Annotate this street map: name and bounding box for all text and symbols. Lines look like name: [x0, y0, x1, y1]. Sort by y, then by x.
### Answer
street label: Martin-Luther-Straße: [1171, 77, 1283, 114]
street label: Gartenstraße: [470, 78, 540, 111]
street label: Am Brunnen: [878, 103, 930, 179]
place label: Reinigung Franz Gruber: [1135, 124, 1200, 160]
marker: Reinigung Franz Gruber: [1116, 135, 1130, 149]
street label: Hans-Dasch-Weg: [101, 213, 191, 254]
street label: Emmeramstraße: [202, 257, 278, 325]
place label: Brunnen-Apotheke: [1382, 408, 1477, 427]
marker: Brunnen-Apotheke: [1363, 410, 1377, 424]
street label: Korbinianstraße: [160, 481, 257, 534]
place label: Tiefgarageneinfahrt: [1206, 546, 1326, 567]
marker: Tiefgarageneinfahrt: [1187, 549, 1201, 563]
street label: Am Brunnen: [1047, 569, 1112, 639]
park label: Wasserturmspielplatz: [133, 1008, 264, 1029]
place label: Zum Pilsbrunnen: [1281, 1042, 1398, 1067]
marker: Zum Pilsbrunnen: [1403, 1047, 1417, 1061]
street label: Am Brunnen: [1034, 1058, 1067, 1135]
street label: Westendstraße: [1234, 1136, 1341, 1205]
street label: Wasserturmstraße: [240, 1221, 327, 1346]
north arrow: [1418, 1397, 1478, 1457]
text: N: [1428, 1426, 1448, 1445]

### EXERCISE DESCRIPTION
In the records, find every line that has the string "Apotheke" and copy it.

### TASK SOLUTION
place label: Brunnen-Apotheke: [1382, 408, 1477, 427]
marker: Brunnen-Apotheke: [1363, 410, 1377, 424]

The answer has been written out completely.